EXERCISE DESCRIPTION:
Your answer should be every line with the word "canvas", copied from the data below.

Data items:
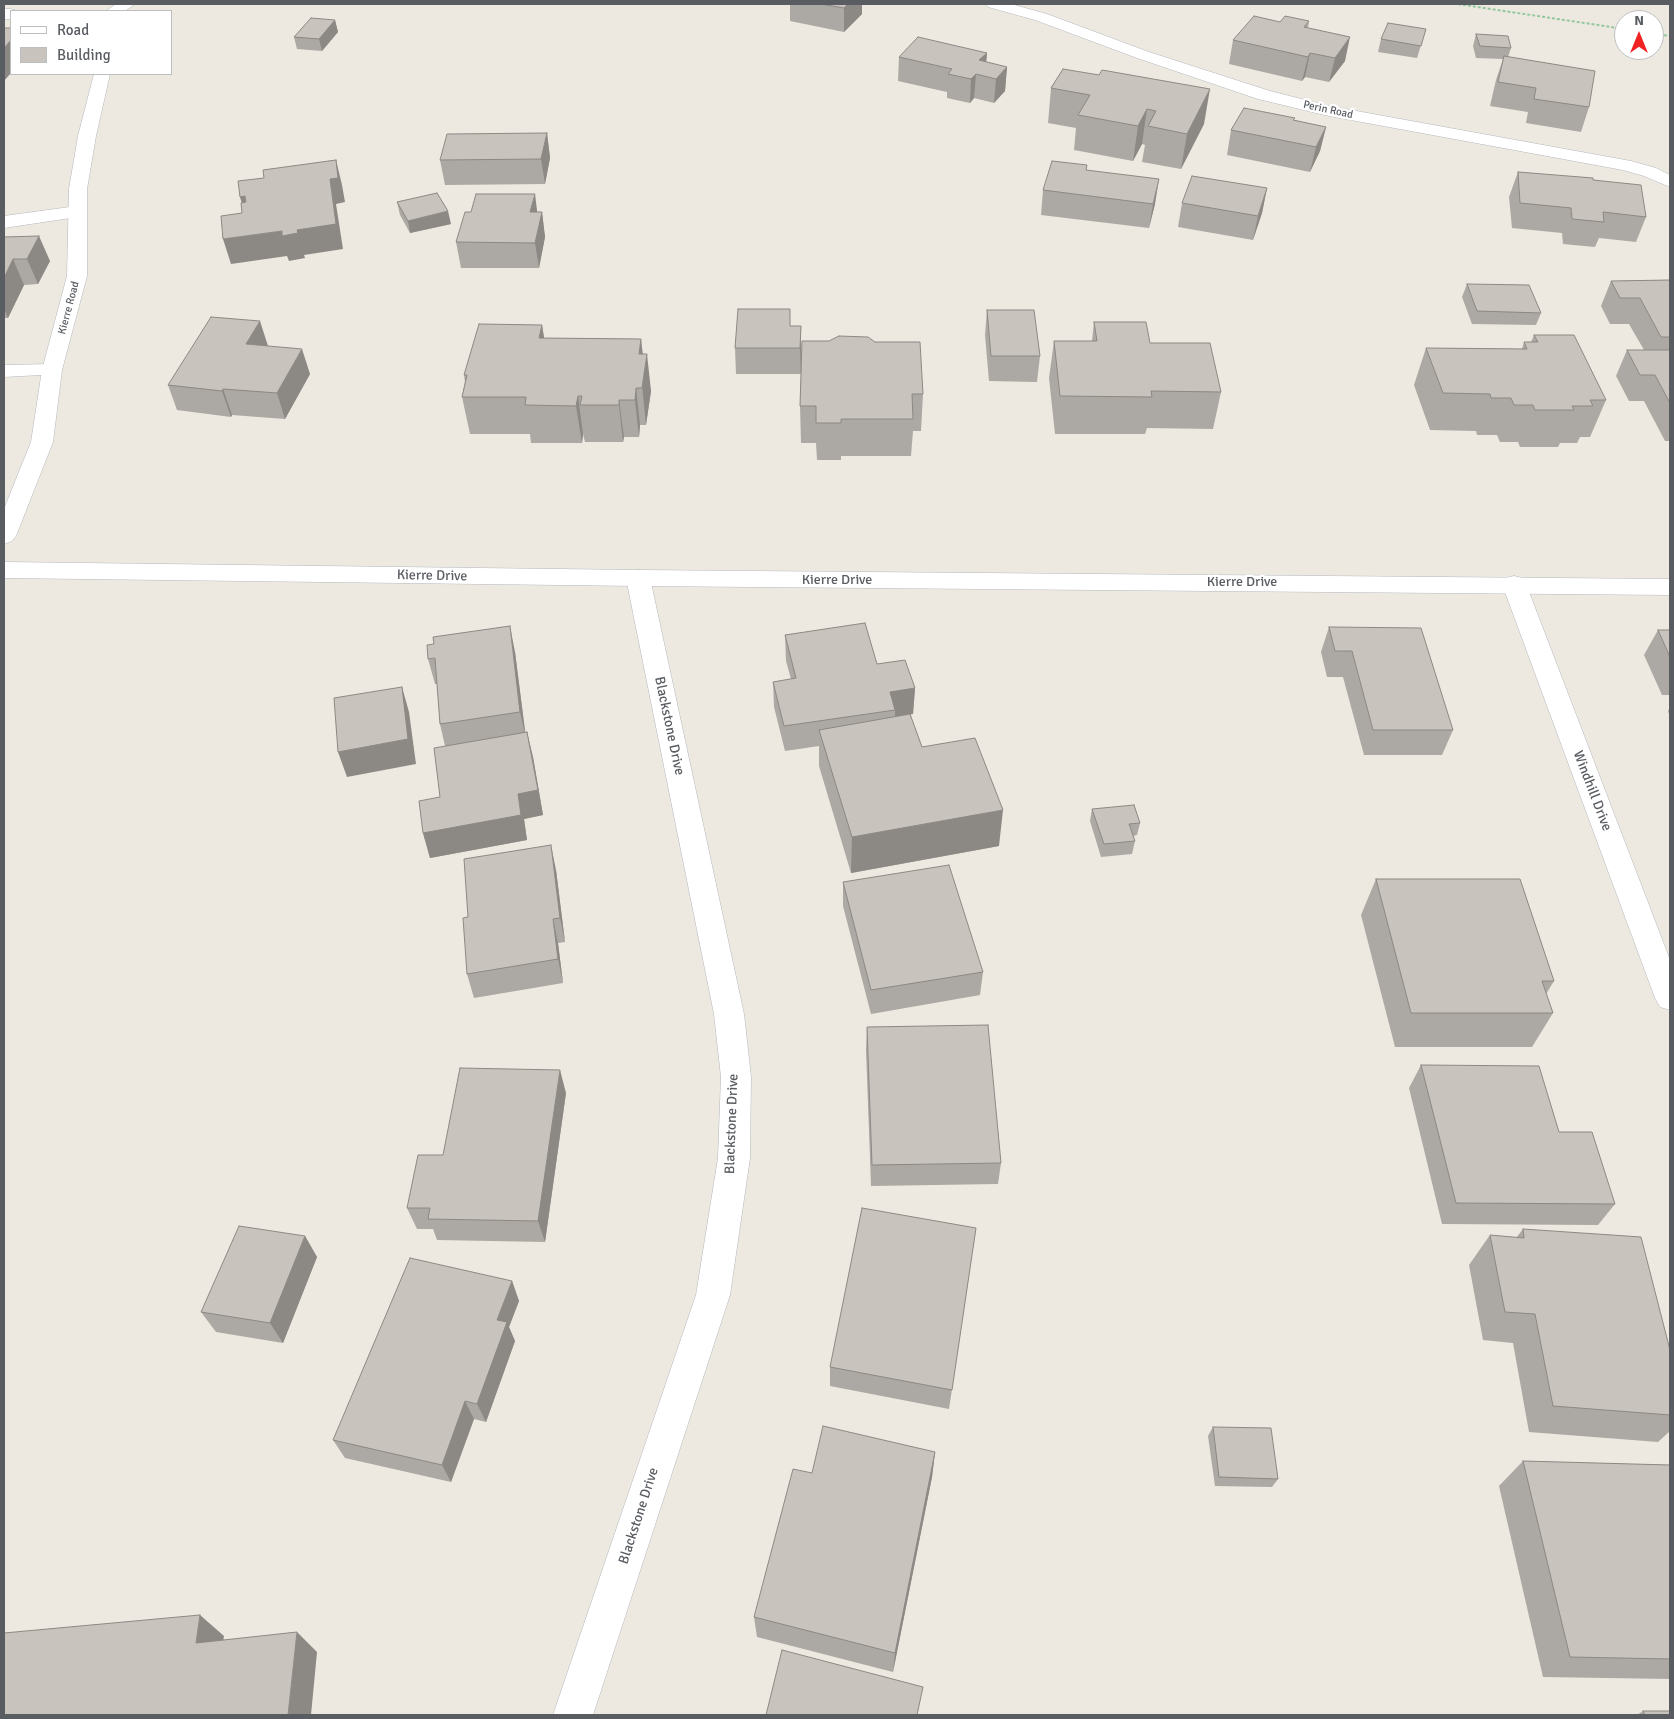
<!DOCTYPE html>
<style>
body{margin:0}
#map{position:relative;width:1674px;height:1719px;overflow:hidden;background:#ede9e0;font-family:Signika,sans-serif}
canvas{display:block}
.frame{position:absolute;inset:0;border:5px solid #595d62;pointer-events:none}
.legend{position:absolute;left:10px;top:10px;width:162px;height:65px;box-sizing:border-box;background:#fff;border:1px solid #bdbec0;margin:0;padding:6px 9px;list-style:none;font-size:15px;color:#595d62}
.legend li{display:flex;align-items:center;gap:10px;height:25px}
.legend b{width:25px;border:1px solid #bdbec0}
.north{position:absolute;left:1614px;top:10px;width:50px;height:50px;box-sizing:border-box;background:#fff;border:1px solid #bdbec0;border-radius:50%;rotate:0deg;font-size:14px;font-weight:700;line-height:20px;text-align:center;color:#595d62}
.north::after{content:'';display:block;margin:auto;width:18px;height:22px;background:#f12322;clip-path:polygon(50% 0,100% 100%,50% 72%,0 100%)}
</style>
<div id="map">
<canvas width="1674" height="1719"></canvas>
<div class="frame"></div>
<ul class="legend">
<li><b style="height:6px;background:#fff"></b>Road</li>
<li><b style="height:14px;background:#c8c3bd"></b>Building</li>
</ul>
<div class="north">N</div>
</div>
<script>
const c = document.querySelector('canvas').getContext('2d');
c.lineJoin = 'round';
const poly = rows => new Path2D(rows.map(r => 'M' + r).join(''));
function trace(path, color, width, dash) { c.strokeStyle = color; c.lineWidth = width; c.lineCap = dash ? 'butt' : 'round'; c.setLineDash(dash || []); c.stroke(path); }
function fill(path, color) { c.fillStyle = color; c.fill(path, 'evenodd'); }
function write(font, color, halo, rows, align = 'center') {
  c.font = font + ' Signika,sans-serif'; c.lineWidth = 4.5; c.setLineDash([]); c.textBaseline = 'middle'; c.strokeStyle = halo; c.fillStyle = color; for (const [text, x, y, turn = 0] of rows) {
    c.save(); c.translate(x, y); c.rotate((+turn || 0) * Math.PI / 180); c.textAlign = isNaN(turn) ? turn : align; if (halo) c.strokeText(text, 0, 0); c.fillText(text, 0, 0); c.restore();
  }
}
const lane = poly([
 [77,206,84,208,86,212,84,216,4,228,4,216,77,206],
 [52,364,59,366,62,370,59,374,4,377,4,365,52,364]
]);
const street = poly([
 [116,4,135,4,125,11,106,11,116,4],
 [986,4,1011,4,1047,14,1149,52,1270,91,1329,106,1631,161,1656,168,1670,175,1670,187,1644,176,1623,170,1329,116,1258,99,1137,58,1035,20,988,7,986,4],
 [4,9,11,9,17,11,11,11,11,19,4,19,4,9],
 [94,74,110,74,96,136,87,189,87,276,62,370,53,442,16,536,12,541,4,544,4,509,31,442,42,370,67,276,69,189,78,136,94,74],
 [638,570,646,572,650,578,744,1014,751,1077,750,1158,730,1295,593,1715,553,1715,696,1295,718,1158,721,1077,714,1014,626,578,630,572,638,570],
 [1514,576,1522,578,1526,584,1670,960,1670,1010,1660,1007,1655,998,1502,584,1506,578,1514,576]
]);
const secondary = poly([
 [4,562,638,570,1670,579,1670,595,638,586,4,578,4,562]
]);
trace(lane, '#b3b7bc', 1);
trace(street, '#b3b7bc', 1);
trace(secondary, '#b4b8be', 1);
trace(poly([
 [1458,4,1624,29],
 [1654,34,1670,36]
]), '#93c89e', 2, [3, 2]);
fill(lane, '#fff');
fill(street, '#fff');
fill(secondary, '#fff');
fill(poly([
 [790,4,862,4,862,14,844,32,790,21],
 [335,20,338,32,322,51,297,49,294,37],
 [1309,21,1308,28,1345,61,1329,82,1305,77,1302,81,1229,64,1233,40,1280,22],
 [1426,29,1417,58,1378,52,1381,39],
 [1476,34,1511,48,1508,57,1589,107,1581,132,1526,123,1528,112,1490,106,1496,80,1503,59,1476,58,1473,46],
 [987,53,986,62,1007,67,1005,91,994,103,974,98,970,103,947,98,947,92,898,81,899,57],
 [1063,69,1204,124,1181,169,1142,162,1145,145,1142,144,1133,161,1074,150,1076,128,1048,123,1051,88],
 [1294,120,1326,127,1320,151,1310,172,1227,155,1231,130],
 [547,133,550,158,545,184,445,185,440,160],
 [1086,170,1155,204,1149,228,1041,215,1043,190],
 [1518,172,1646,217,1636,242,1599,238,1595,247,1563,244,1562,233,1512,228,1509,197],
 [1267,188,1262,213,1253,240,1178,227,1182,203],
 [397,202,451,224,410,233,400,215],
 [538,212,542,212,545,237,539,268,461,268,456,242],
 [4,237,50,261,38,284,24,285,8,318,4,318],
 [1670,280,1670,441,1665,441,1644,401,1629,401,1616,376,1627,350,1644,350,1629,324,1610,324,1601,306,1611,281],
 [1467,284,1541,313,1536,325,1472,324,1462,297],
 [987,310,1040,356,1037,382,989,381,985,335],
 [1094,322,1150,343,1221,392,1213,429,1147,428,1145,434,1055,434,1049,378,1054,341,1092,341],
 [542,325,544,338,641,339,643,354,651,391,646,425,640,425,639,437,624,437,623,442,585,442,583,434,582,443,531,443,530,434,470,434,462,397,465,382,464,375],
 [791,326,801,326,801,374,736,374,735,348],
 [1534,335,1606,400,1590,437,1580,437,1577,443,1560,443,1558,447,1520,447,1518,442,1500,442,1497,435,1477,435,1476,431,1430,430,1414,385,1426,348,1522,349,1524,342,1531,342],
 [802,341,923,394,921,431,913,431,911,456,841,456,841,460,817,460,816,443,801,443,800,406],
 [267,346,310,374,285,419,232,415,231,417,177,410,168,385],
 [1329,627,1453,730,1442,755,1364,755,1343,677,1327,677,1321,652],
 [1658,630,1670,630,1670,695,1662,695,1644,655],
 [785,635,877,664,915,688,913,714,910,714,922,747,999,846,851,873,819,766,819,746,785,751,774,707,773,682,791,679,786,661],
 [515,652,525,732,533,757,543,815,524,819,527,840,430,858,423,833,440,797,445,746,440,724,437,684,435,684,428,659],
 [1670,707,1670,717,1668,711],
 [1092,809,1140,823,1137,835,1133,836,1135,841,1132,854,1101,857,1090,821],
 [556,870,565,942,558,943,563,983,474,998,467,974,468,917],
 [1376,879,1554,981,1546,994,1553,1013,1532,1047,1395,1047,1361,915],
 [843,882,983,972,980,995,871,1014,843,906],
 [867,1027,1001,1163,998,1184,871,1186,866,1050],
 [1421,1065,1559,1132,1615,1204,1598,1225,1442,1224,1409,1088],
 [566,1093,545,1242,437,1240,433,1229,417,1229,407,1208],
 [976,1228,949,1409,830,1386,830,1367],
 [1523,1229,1670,1350,1670,1431,1658,1442,1529,1432,1513,1343,1483,1340,1469,1265,1490,1235,1516,1238],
 [305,1236,317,1257,283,1343,216,1332,201,1312],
 [512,1281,519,1301,509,1327,515,1341,486,1422,474,1419,451,1482,345,1458,333,1440],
 [1213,1427,1278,1479,1272,1487,1215,1486,1208,1436],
 [935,1452,932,1477,893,1672,757,1637,754,1617,812,1473],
 [1523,1461,1670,1465,1670,1679,1543,1677,1499,1486],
 [1643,1711,1670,1715,1637,1715]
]), '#aca8a3');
fill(poly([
 [848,4,862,4,862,14,844,32,844,8],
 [335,20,338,32,322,51,319,39],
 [1350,37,1345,61,1329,82,1335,58],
 [11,40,11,73,4,81,4,48],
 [987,53,985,76,979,60],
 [1310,53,1305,77,1302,81,1308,57],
 [1007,67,1005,91,994,103,996,79],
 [976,74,974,98,970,103,971,79],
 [1210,89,1204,124,1181,169,1187,134],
 [1147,109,1142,144,1133,161,1138,126],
 [1326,127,1320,151,1310,172,1316,147],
 [547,133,550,158,545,184,541,159],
 [336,160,342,185,345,202,336,204,343,249,304,255,305,258,289,261,287,256,231,264,223,239,282,231,297,230,330,179],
 [1159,179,1155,204,1149,228,1153,204],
 [1267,188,1262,213,1253,240,1258,216],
 [535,194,538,218,530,212],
 [245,196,247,221,240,197],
 [448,211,451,224,410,233,408,221],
 [542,212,545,237,539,268,535,243],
 [39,236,50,261,38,284,27,259],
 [13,259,24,285,8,318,4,309,4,278],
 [260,321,268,346,246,344],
 [542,325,548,362,539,338],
 [801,326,801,374,800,348],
 [641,339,644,371,647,354,651,391,646,425,639,354],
 [302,349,310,374,285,419,277,393],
 [636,388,640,425,639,437,635,400],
 [223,389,232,415,231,417,222,391],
 [578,396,583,434,582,443,576,406],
 [619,400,624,437,623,442,619,405],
 [510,626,515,652,526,738,520,712],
 [402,687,409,712,416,764,347,777,338,752],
 [915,688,913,714,895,717,895,710,890,692],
 [527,732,533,757,543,815,524,819,527,840,430,858,423,833],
 [1003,810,999,846,851,873,852,837],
 [551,845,556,870,565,942,560,918],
 [553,919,558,943,563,983,558,959],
 [560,1070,566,1093,545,1242,538,1221],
 [305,1236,317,1257,283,1343,270,1323],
 [512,1281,519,1301,509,1327,515,1341,486,1422,477,1404,497,1320],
 [465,1401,474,1419,451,1482,442,1465],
 [935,1452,932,1477,893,1672,895,1653],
 [200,1615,224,1636,220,1662,196,1643],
 [297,1632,317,1652,311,1715,288,1715]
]), '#8c8884');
const building = poly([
 [821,4,848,4,844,8,821,4],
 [1254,16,1280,22,1285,16,1309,21,1304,27,1350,37,1335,58,1310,53,1308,57,1233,40,1254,16],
 [311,18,335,20,319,39,294,37,311,18],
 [1388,23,1426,29,1421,46,1381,39,1388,23],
 [4,28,11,28,11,40,4,48,4,28],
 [1476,34,1508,36,1511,48,1480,46,1476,34],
 [918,37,987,53,979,60,1007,67,996,79,976,74,971,79,948,74,952,69,899,57,918,37],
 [1504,56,1595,71,1589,107,1534,99,1536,88,1498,82,1504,56],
 [1063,69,1099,75,1102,70,1210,89,1187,134,1148,126,1156,111,1147,109,1138,126,1078,115,1090,95,1051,88,1063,69],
 [1244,108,1295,118,1293,120,1326,127,1316,147,1231,130,1244,108],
 [547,133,541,159,440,160,447,134,547,133],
 [336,160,338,178,330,179,336,224,297,230,298,233,282,236,282,231,223,239,221,216,242,213,241,203,246,202,245,196,240,197,238,181,264,178,263,170,336,160],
 [1052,161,1087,165,1086,170,1159,179,1153,204,1043,190,1052,161],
 [1518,172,1593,178,1593,180,1641,185,1646,217,1603,212,1604,222,1572,219,1571,208,1520,203,1518,172],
 [1192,176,1267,188,1258,216,1182,203,1192,176],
 [437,193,448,211,408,221,397,202,437,193],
 [476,194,535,194,530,212,542,212,535,243,456,242,465,212,471,212,476,194],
 [39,236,27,259,13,259,4,278,4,237,39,236],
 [1670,280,1670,337,1661,337,1640,298,1620,298,1611,281,1670,280],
 [1467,284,1529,285,1541,313,1477,311,1467,284],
 [738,309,790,309,790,326,801,326,800,348,735,348,738,309],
 [987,310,1034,310,1040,356,991,356,987,310],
 [211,317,260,321,246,344,302,349,277,393,223,389,222,391,168,385,211,317],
 [1094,322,1146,322,1150,343,1210,343,1221,392,1151,391,1152,397,1060,396,1054,341,1097,341,1094,322],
 [479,324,542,325,539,338,641,339,639,354,647,354,642,388,636,388,635,400,619,400,619,405,580,405,582,396,578,396,576,406,525,405,526,397,462,397,467,375,464,375,479,324],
 [1534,335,1574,335,1606,400,1590,400,1593,406,1572,406,1574,410,1535,410,1533,405,1514,405,1511,398,1491,398,1490,394,1443,393,1426,348,1527,349,1524,342,1538,342,1534,335],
 [839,336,868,337,875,342,920,342,923,394,912,394,913,419,841,419,841,423,816,423,816,406,800,406,802,341,829,341,839,336],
 [1627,350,1670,350,1670,403,1655,375,1640,375,1627,350],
 [865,623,877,664,905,660,915,688,890,692,895,710,784,726,773,682,796,678,785,635,865,623],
 [510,626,520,712,440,724,435,658,428,659,427,645,434,644,433,637,510,626],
 [1329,627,1421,628,1453,730,1373,730,1352,651,1335,651,1329,627],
 [1658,630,1670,630,1670,657,1658,630],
 [402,687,408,739,338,752,334,698,402,687],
 [910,714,922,747,975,738,1003,810,852,837,819,730,910,714],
 [527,732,538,790,518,794,521,815,423,833,419,801,440,797,434,748,527,732],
 [1134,805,1140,823,1129,824,1135,841,1104,844,1092,809,1134,805],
 [551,845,560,918,553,919,558,959,467,974,463,918,468,917,464,859,551,845],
 [949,865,983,972,871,990,843,882,949,865],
 [1376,879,1520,879,1554,981,1542,981,1553,1013,1411,1013,1376,879],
 [988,1025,1001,1163,872,1165,867,1027,988,1025],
 [1421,1065,1539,1066,1559,1132,1592,1132,1615,1204,1456,1203,1421,1065],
 [460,1068,560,1070,538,1221,428,1219,430,1208,407,1208,418,1155,443,1155,460,1068],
 [862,1208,976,1228,952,1390,830,1367,862,1208],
 [239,1226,305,1236,270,1323,201,1312,239,1226],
 [1523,1229,1641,1237,1670,1350,1670,1415,1553,1406,1535,1314,1505,1312,1490,1235,1524,1238,1523,1229],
 [410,1258,512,1281,497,1320,507,1322,477,1404,465,1401,442,1465,333,1440,410,1258],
 [823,1426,935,1452,895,1653,754,1617,793,1469,812,1473,823,1426],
 [1213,1427,1271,1428,1278,1479,1219,1477,1213,1427],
 [1523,1461,1670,1465,1670,1659,1570,1657,1523,1461],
 [200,1615,196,1643,297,1632,288,1715,4,1715,4,1633,200,1615],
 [782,1650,923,1687,917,1715,766,1715,782,1650],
 [1643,1711,1670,1711,1670,1715,1645,1715,1643,1711]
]);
fill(building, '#c8c3bd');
trace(building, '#8c8884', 1);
write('11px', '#595d62', '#fff', [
 ["Perin Road",1328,110,12],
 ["Kierre Road",69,308,-75]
]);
write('14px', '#595d62', '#fff', [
 ["Kierre Drive",432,576,1],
 ["Kierre Drive",837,580],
 ["Kierre Drive",1242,582],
 ["Blackstone Drive",669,726,78],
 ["Windhill Drive",1592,791,69],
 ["Blackstone Drive",732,1124,-88],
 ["Blackstone Drive",639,1516,-72]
]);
</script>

ANSWER AREA:
canvas{display:block}
<canvas width="1674" height="1719"></canvas>
const c = document.querySelector('canvas').getContext('2d');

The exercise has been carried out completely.